- **Task item**:
How many lines in this material include the string "position"? Answer with the number and nothing further.

- **Data in this exercise**:

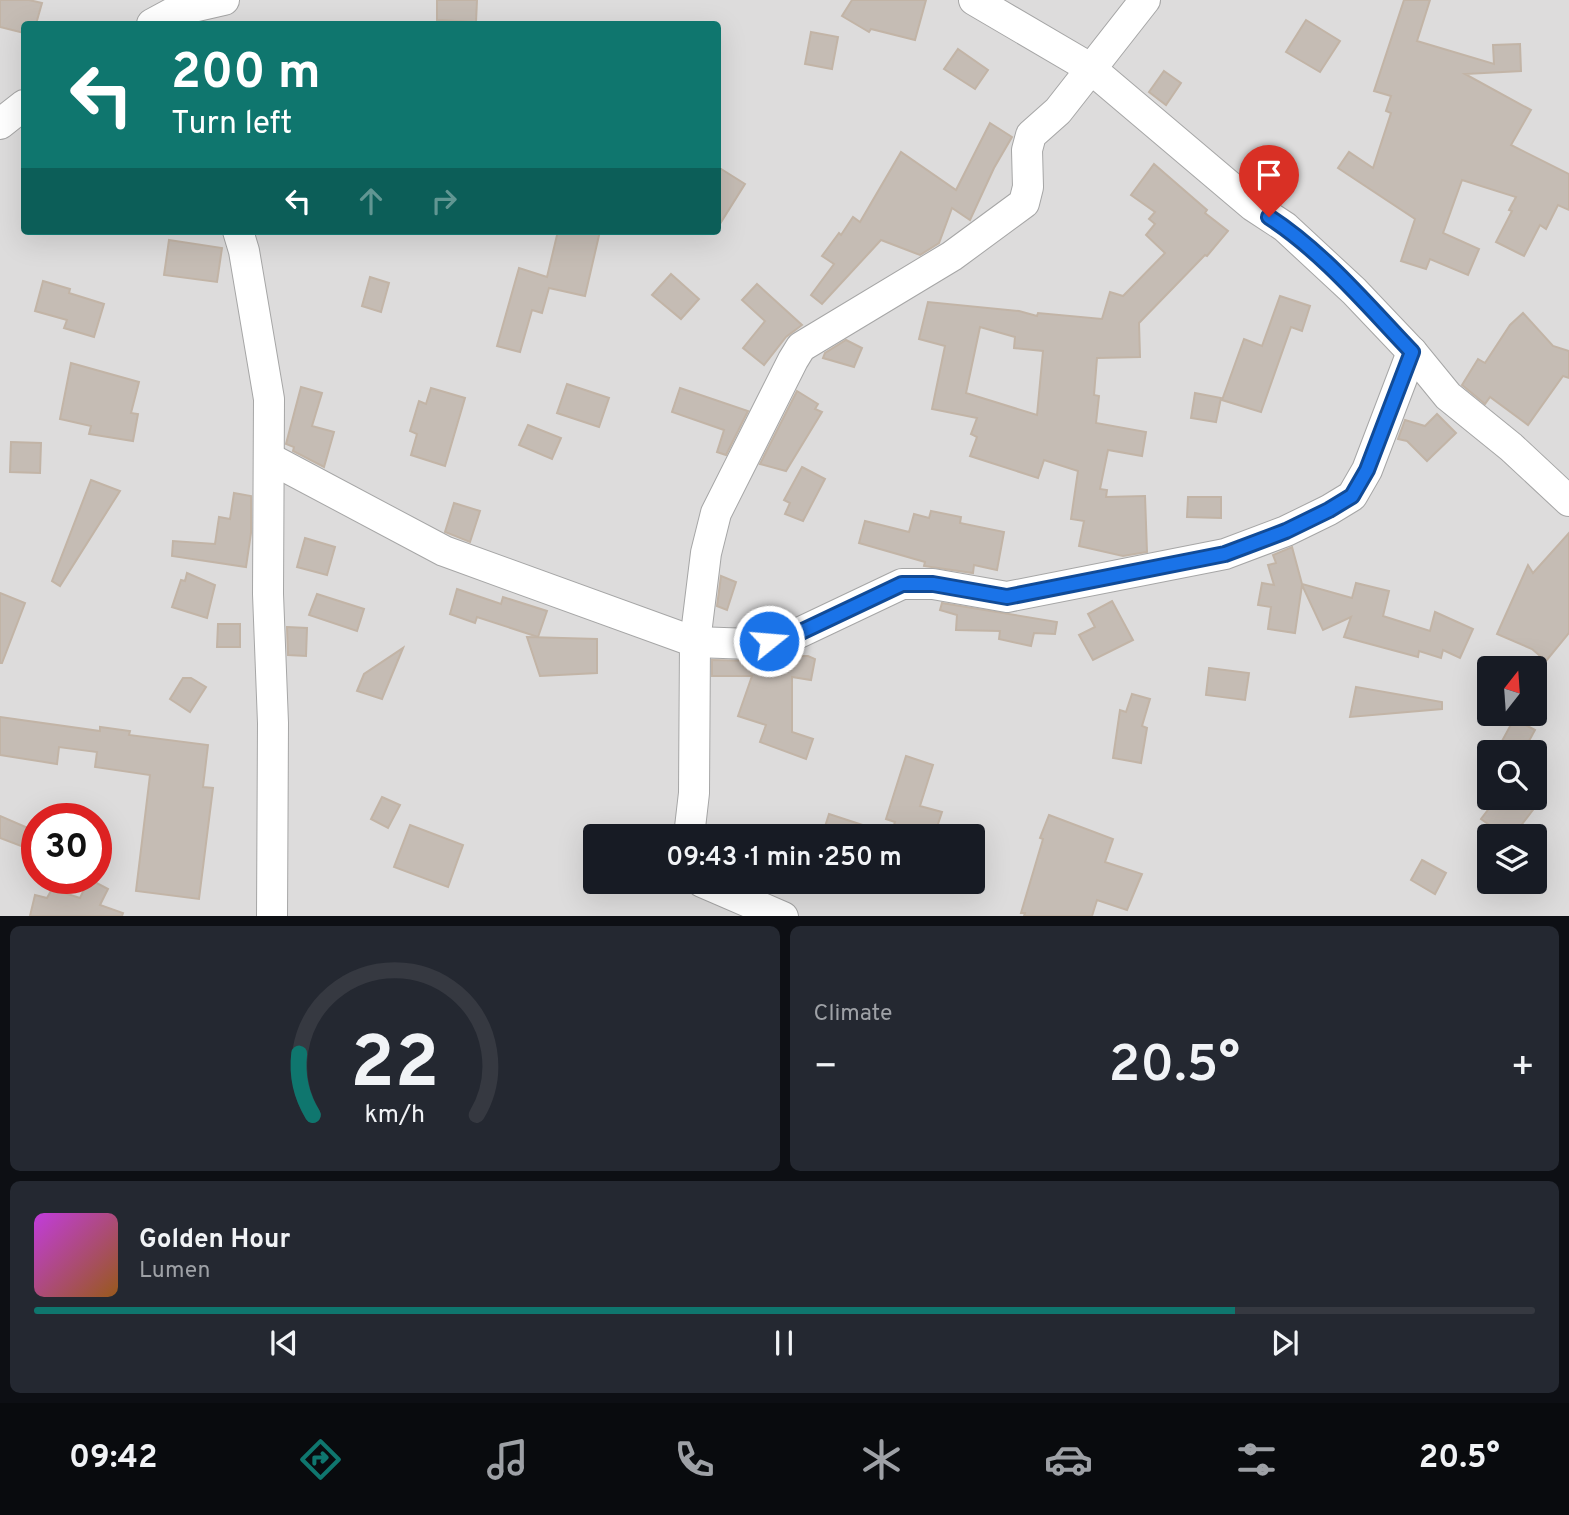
<!DOCTYPE html>
<html lang="en">
<head>
<meta charset="utf-8">
<style>
	:root { --surface:#171b24; --page:#242831; --text:#f1f3f6; --muted:#9ea1a6; --line:#363941; --accent:#0f766e }
	body { margin:0; font-family:Overpass,sans-serif; background:var(--page); color:var(--text); height:100vh; display:flex; flex-direction:column; font-size:26px; white-space:nowrap }
	* { box-sizing:border-box; margin:0 }
	p { font-size:23px; color:var(--muted) }
	.icon { flex:none; width:38px; height:38px; fill:none; stroke:currentColor; stroke-width:2; stroke-linecap:round; stroke-linejoin:round }
	.map { position:relative; height:916px; overflow:hidden }
	.panel { display:flex; flex-direction:column; gap:10px; padding:10px; background:#0d0f14; flex:1 }
	.panel>* { flex:none }
	.hud { position:absolute; left:21px; top:21px; width:700px; height:214px; border-radius:7px; box-shadow:0 7px 28px #0002; background:#0f766e; color:#fff; overflow:hidden }
	.needle { width:46px; rotate:17deg }
	.buttons { position:absolute; left:1477px; top:656px; display:grid; gap:14px }
	.buttons a { display:grid; place-items:center; width:70px; height:70px; border-radius:7px; background:var(--surface); box-shadow:0 7px 28px #0002; font-size:35px }
	.speed { position:absolute; left:21px; top:803px; display:flex; gap:14px; font-size:35px; font-weight:700; text-align:center }
	.speed>* { display:grid; place-content:center; width:91px; height:91px; border-radius:50%; background:var(--surface); box-shadow:0 7px 28px #0002; line-height:1 }
	.speed .limit { border:10px solid #d22; background:#fff; color:#111 }
	.pin { position:absolute; display:grid; place-items:center; width:60px; height:60px; color:#fff; margin:-72px -30px; border-radius:50% 50% 50% 0; rotate:-45deg; box-shadow:0 0 7px #0007 }
	.pin .icon { rotate:45deg }
	.me { position:absolute; width:77px; margin:-38px; rotate:73deg; stroke-linejoin:round; filter:drop-shadow(0 0 5px #0008) }
	.turn { display:flex; align-items:center; gap:24px; height:147px; padding:0 35px; font-size:32px }
	.turn .icon { width:91px; height:91px; stroke-width:2.5 }
	.turn b { display:block; font-size:49px; line-height:60px }
	.lanes { display:flex; align-items:center; height:66px; padding:0 35px; background:#0003; justify-content:center; gap:35px; direction:ltr }
	.lanes .off { opacity:.35 }
	.big { font-size:52px; font-weight:600; line-height:1.1 }
	.panel .card { flex:1; display:flex; flex-direction:column; justify-content:center; gap:10px; min-width:0; padding:0 24px; border-radius:10px; background:var(--page) }
	.panel .dial { align-items:center; gap:0 }
	.dial svg { height:182px; overflow:visible; fill:none; stroke:var(--line); stroke-width:7; stroke-linecap:round; text-anchor:middle }
	.dial text { fill:var(--text); stroke:none }
	.song { display:flex; align-items:center; gap:21px }
	.cover { width:84px; height:84px; border-radius:10px; background:linear-gradient(135deg,hsl(290 70% 55%),hsl(30 70% 35%)) }
	.played { height:7px; border-radius:4px; background:linear-gradient(90deg,var(--accent) 80%,var(--line) 80%) }
	.keys { display:flex; justify-content:space-around; direction:ltr }
	.heat { display:flex; justify-content:space-between; align-items:center; font-size:38px; direction:ltr }
	.panel .tiles { flex:1; display:grid; gap:10px; grid-template-columns:1fr 1fr }
	.card:last-child { grid-column:span 2 }
	.trip { position:absolute; left:583px; top:824px; width:402px; height:70px; border-radius:7px; background:var(--surface); box-shadow:0 7px 28px #0002; font-weight:600; line-height:70px; text-align:center }
	.tab-bar { display:flex; height:112px; justify-content:space-around; align-items:center; background:#090b0e; color:var(--muted) }
	.tab-bar .icon { width:49px; height:49px }
	.tab-bar .on { color:var(--accent) }
	.tab-bar b { font-size:32px; color:var(--text) }
	.map>svg:first-child { display:block }
	.residential { fill:#dddcdc; fill-rule:evenodd }
	.building { fill:#c5bcb4; stroke:#c2b4a6; stroke-width:2; fill-rule:evenodd }
	.lines { fill:none; stroke-linecap:round; stroke-linejoin:round }
	.minor-casing { stroke:#a6a6a6; stroke-width:32 }
	.minor { stroke:#fff; stroke-width:30 }
	.route-casing { stroke:#114b97; stroke-width:18 }
	.route { stroke:#1a73e8; stroke-width:12 }
</style>
</head>
<body>
<div class="map">
<svg width="1569" height="917" viewBox="0 0 1569 917">
	<rect width="100%" height="100%" fill="#f0ede5"/>
	<path class="residential" d="M0,0H1569V916L0,917ZM24,24H718V231H24ZM1489,668H1535V714H1489ZM1489,752H1535V798H1489ZM37,819H96V878H37ZM595,836H973V882H595ZM1489,836H1535V882H1489Z"/>
	<g class="building">
		<polygon points="0,0 29,0 42,3 36,24 24,24 24,33 0,27"/>
		<polygon points="437,0 477,0 476,22 437,20"/>
		<polygon points="852,0 926,0 915,40 871,29 869,32 842,16"/>
		<polygon points="1404,0 1430,0 1417,41 1494,64 1493,45 1520,44 1521,71 1465,74 1531,110 1511,145 1569,174 1569,210 1558,205 1546,229 1540,225 1524,256 1496,242 1512,211 1509,210 1516,197 1462,180 1443,233 1479,249 1468,275 1430,259 1426,269 1401,261 1415,219 1338,168 1349,152 1373,168 1391,113 1386,111 1391,96 1374,91"/>
		<polygon points="1306,20 1340,41 1320,72 1286,52"/>
		<polygon points="811,32 838,37 832,69 805,64"/>
		<polygon points="958,49 988,70 975,89 944,69"/>
		<polygon points="1164,71 1181,83 1166,105 1149,92"/>
		<polygon points="990,123 1012,137 994,168 970,220 952,208 939,243 920,255 881,240 822,304 811,295 834,264 822,256 839,233 841,235 853,217 860,222 901,152 956,190"/>
		<path d="M1154,164L1207,210L1205,213L1228,231L1207,256L1205,255L1139,323L1140,357L1097,358L1094,395L1099,396L1096,423L1146,432L1142,456L1108,450L1100,489L1107,490L1106,497L1145,496L1147,552L1123,556L1079,546L1084,521L1071,519L1078,471L1044,460L1038,478L970,456L977,437L971,434L977,418L932,409L945,346L919,339L928,302L1019,311L1037,316L1038,313L1102,319L1110,292L1123,296L1165,253L1146,235L1155,224L1149,219L1155,212L1131,195ZM980,327L1015,337L1014,348L1043,351L1037,415L966,393Z"/>
		<polygon points="718,167 745,184 718,227"/>
		<polygon points="558,231 600,231 585,296 549,288 542,313 532,310 520,352 497,346 519,268 547,277"/>
		<polygon points="169,240 222,248 217,282 164,275"/>
		<polygon points="671,274 699,299 681,319 652,295"/>
		<polygon points="370,277 389,283 381,312 362,306"/>
		<polygon points="43,281 70,289 69,293 104,304 94,337 64,328 67,320 35,311"/>
		<polygon points="757,284 802,325 786,337 764,365 743,348 765,321 742,300"/>
		<polygon points="1280,296 1310,306 1302,331 1291,327 1261,412 1222,400 1244,339 1262,346"/>
		<polygon points="1523,313 1553,346 1569,351 1569,378 1563,376 1528,425 1490,397 1485,404 1462,385 1478,359 1485,363 1510,325"/>
		<polygon points="846,340 862,348 854,367 823,358 825,353"/>
		<polygon points="71,363 139,382 131,413 138,414 133,441 89,434 91,426 60,419"/>
		<polygon points="567,384 609,398 599,427 557,413"/>
		<polygon points="301,387 322,393 312,426 334,432 324,467 293,451 294,447 286,444"/>
		<polygon points="431,388 465,398 445,466 411,455 417,434 410,431 419,401 426,404"/>
		<polygon points="680,388 748,411 726,455 717,452 724,430 672,412"/>
		<polygon points="797,391 818,404 815,409 822,412 786,471 760,464"/>
		<polygon points="1195,393 1221,398 1216,422 1191,418"/>
		<polygon points="1437,414 1456,433 1427,461 1407,441 1398,439 1405,420 1425,426"/>
		<polygon points="528,425 561,438 552,459 519,445"/>
		<polygon points="11,442 41,443 40,473 10,472"/>
		<polygon points="802,467 825,479 803,521 785,514 790,503 784,500"/>
		<polygon points="91,480 120,491 60,586 52,581"/>
		<polygon points="234,493 251,496 251,533 246,567 172,556 173,541 215,544 219,517 230,519"/>
		<polygon points="1188,497 1221,497 1221,518 1187,517"/>
		<polygon points="454,503 480,511 470,542 445,532"/>
		<polygon points="931,511 961,517 960,523 1004,532 997,570 974,565 973,573 924,566 925,562 859,543 865,521 909,532 914,514 929,518"/>
		<polygon points="1569,533 1569,633 1546,661 1532,649 1497,634 1528,565 1533,573"/>
		<polygon points="305,538 335,547 327,575 297,567"/>
		<polygon points="1292,547 1302,584 1352,598 1356,583 1389,591 1383,616 1430,631 1435,612 1473,629 1460,658 1443,650 1441,658 1419,651 1418,657 1344,637 1351,617 1323,630 1302,585 1295,633 1268,629 1271,607 1258,605 1262,583 1274,585 1268,565 1276,563 1273,555"/>
		<polygon points="187,573 215,585 207,618 172,607 181,580 185,581"/>
		<polygon points="721,576 736,582 727,610 717,606"/>
		<polygon points="457,589 501,604 503,597 547,611 538,637 477,617 475,623 450,614"/>
		<polygon points="0,593 25,603 2,663 0,663"/>
		<polygon points="317,594 364,609 357,631 309,615"/>
		<polygon points="1112,601 1133,640 1093,660 1079,635 1095,627 1088,614"/>
		<polygon points="942,603 1057,622 1055,634 1034,633 1031,646 999,639 1000,631 956,630 957,615 940,610"/>
		<polygon points="218,624 240,624 240,647 217,647"/>
		<polygon points="287,627 307,628 306,656 288,655"/>
		<polygon points="527,637 597,639 597,673 540,676"/>
		<polygon points="403,648 382,699 357,691 364,674"/>
		<polygon points="790,656 808,656 815,659 811,680 792,677 792,732 813,739 806,759 760,742 766,725 738,716 752,676 712,676 712,660 754,661"/>
		<polygon points="1209,668 1249,673 1245,700 1206,695"/>
		<polygon points="183,678 191,678 206,687 190,712 170,699"/>
		<polygon points="1356,687 1442,702 1442,709 1350,717"/>
		<polygon points="1132,694 1150,699 1142,726 1147,728 1141,763 1113,758 1120,710 1126,712"/>
		<polygon points="0,717 100,731 100,727 130,731 129,735 208,745 203,787 213,788 199,899 136,891 150,775 95,767 97,752 59,747 57,764 0,755"/>
		<polygon points="1514,719 1535,730 1523,752 1496,752"/>
		<polygon points="906,756 933,765 920,806 942,812 934,836 890,836 895,822 886,819"/>
		<polygon points="382,797 400,805 388,828 371,819"/>
		<polygon points="1497,798 1542,798 1513,836 1505,836 1481,819"/>
		<polygon points="829,814 884,832 884,836 822,836"/>
		<polygon points="1049,815 1113,839 1105,862 1142,874 1127,910 1097,900 1092,916 1024,916 1025,913 1021,913 1043,839 1040,838"/>
		<polygon points="0,816 37,832 37,852 0,838"/>
		<polygon points="410,825 463,845 448,887 394,867"/>
		<polygon points="1422,860 1446,873 1435,894 1411,880"/>
		<polygon points="89,879 108,889 100,905 123,913 122,916 30,916 35,895 47,898 52,889 80,898"/>
	</g>
	<g class="lines">
		<defs>
			<g id="minor">
				<polyline points="974,0 1090,68 1253,206 1285,227 1354,291 1412,352 1448,396 1511,447 1569,501"/>
				<polyline points="152,24 176,11 224,0"/>
				<polyline points="0,124 24,105"/>
				<polyline points="238,231 244,251 269,399 268,594 273,723 272,917"/>
				<polyline points="269,458 444,551 695,642 752,644 786,639 902,584 933,584 1007,597 1225,554 1286,531 1329,510 1352,496 1367,470 1412,352"/>
				<polyline points="689,836 694,793 695,642 706,553 716,513 793,360 801,347 952,256 1024,203 1028,187 1027,150 1031,135 1058,111 1145,0"/>
				<polyline points="702,882 783,917"/>
			</g>
		</defs>
		<use href="#minor" class="minor-casing"/>
		<use href="#minor" class="minor"/>
	</g>
	<g class="lines">
		<defs>
			<path id="route" d="M769,641L786,639L902,584H933L1007,597L1225,554L1286,531L1329,510L1352,496L1367,470L1412,352C1367,305 1323,252 1269,217"/>
		</defs>
		<use href="#route" class="route-casing"/>
		<use href="#route" class="route"/>
	</g>
</svg>
<div class="buttons">
<a><svg class="needle" viewBox="-14 -14 28 28"><path d="M0-13l5 13h-10z" fill="#e53935"/><path d="M0 13l5-13h-10z" fill="#9ea1a6"/></svg></a>
<a><svg class="icon" aria-label="search" viewBox="0 0 24 24"><circle cx="10" cy="10" r="6"/><path d="M15 15l6 6"/></svg></a>
<a><svg class="icon" aria-label="layers" viewBox="0 0 24 24"><path d="M12 4l9 5-9 5-9-5zM3 14l9 5 9-5"/></svg></a>
</div>
<div class="speed"><div class="limit">30</div></div>
<div class="pin" style="left:1269px;top:217px;background:#d93025"><svg class="icon" aria-label="arrive" viewBox="0 0 24 24"><path d="M6 21V4h12l-3 4 3 4H6"/></svg></div>
<svg class="me" style="left:769px;top:641px" viewBox="-20 -20 40 40"><circle r="17" fill="#1a73e8" stroke="#fff" stroke-width="3"/><path d="M0-11L8 9 0 5-8 9z" fill="#fff"/></svg>
<div class="trip">09:43 · 1 min · 250 m</div>
<div class="hud">
<div class="turn"><svg class="icon" aria-label="left" viewBox="0 0 24 24"><path d="M17 20v-9H6M10 6l-5 5 5 5"/></svg><div><b>200 m</b>Turn left</div></div>
<div class="lanes"><svg class="icon" aria-label="left" viewBox="0 0 24 24"><path d="M17 20v-9H6M10 6l-5 5 5 5"/></svg><svg class="icon off" aria-label="ahead" viewBox="0 0 24 24"><path d="M12 20V5M6 11l6-6 6 6"/></svg><svg class="icon off" aria-label="right" viewBox="0 0 24 24"><path d="M7 20v-9h11M14 6l5 5-5 5"/></svg></div>
</div>
</div>
<section class="panel">
<div class="tiles">
<div class="card dial"><svg viewBox="0 0 100 80">
<path d="M14 69A42 42 0 1 1 86 69"/>
<path d="M14 69A42 42 0 0 1 8 42" stroke="#0f766e"/>
<text x="50" y="56" font-size="32" font-weight="700">22</text>
<text x="50" y="72" font-size="11">km/h</text>
</svg></div>
<div class="card"><p>Climate</p>
<div class="heat"><a>−</a><b class="big">20.5°</b><a>+</a></div>
</div>
<div class="card">
<div class="song"><i class="cover"></i><div><b>Golden Hour</b><p>Lumen</p></div></div>
<div class="played"></div>
<div class="keys"><svg class="icon" aria-label="previous" viewBox="0 0 24 24"><path d="M18 5L8 12l10 7zM5 5v14"/></svg><svg class="icon" aria-label="pause" viewBox="0 0 24 24"><path d="M8 5v14M16 5v14"/></svg><svg class="icon" aria-label="next" viewBox="0 0 24 24"><path d="M6 5l10 7-10 7zM19 5v14"/></svg></div>
</div>
</div>
</section>
<nav class="tab-bar">
<b>09:42</b>
<svg class="icon on" aria-label="directions" viewBox="0 0 24 24"><path d="M12 3l9 9-9 9-9-9zM9 14v-3h6M13 9l2 2-2 2"/></svg>
<svg class="icon" aria-label="music" viewBox="0 0 24 24"><path d="M9 18V5l10-2v13"/><circle cx="6" cy="18" r="3"/><circle cx="16" cy="16" r="3"/></svg>
<svg class="icon" aria-label="phone" viewBox="0 0 24 24"><path d="M5 4h4l2 5-3 2q2 4 5 5l2-3 5 2v4C11 20 4 13 5 4z"/></svg>
<svg class="icon" aria-label="climate" viewBox="0 0 24 24"><path d="M12 3v18M4 7l16 10M4 17L20 7"/></svg>
<svg class="icon" aria-label="car" viewBox="0 0 24 24"><path d="M5 17H2v-5l4-1 3-4h7l3 4 3 1v5h-3M9 17h6M6 11h13"/><circle cx="7" cy="17" r="2"/><circle cx="17" cy="17" r="2"/></svg>
<svg class="icon" aria-label="filters" viewBox="0 0 24 24"><path d="M4 7h16M4 17h16"/><circle cx="9" cy="7" r="2"/><circle cx="15" cy="17" r="2"/></svg>
<b>20.5°</b>
</nav>
</body>
</html>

- **Result**:
7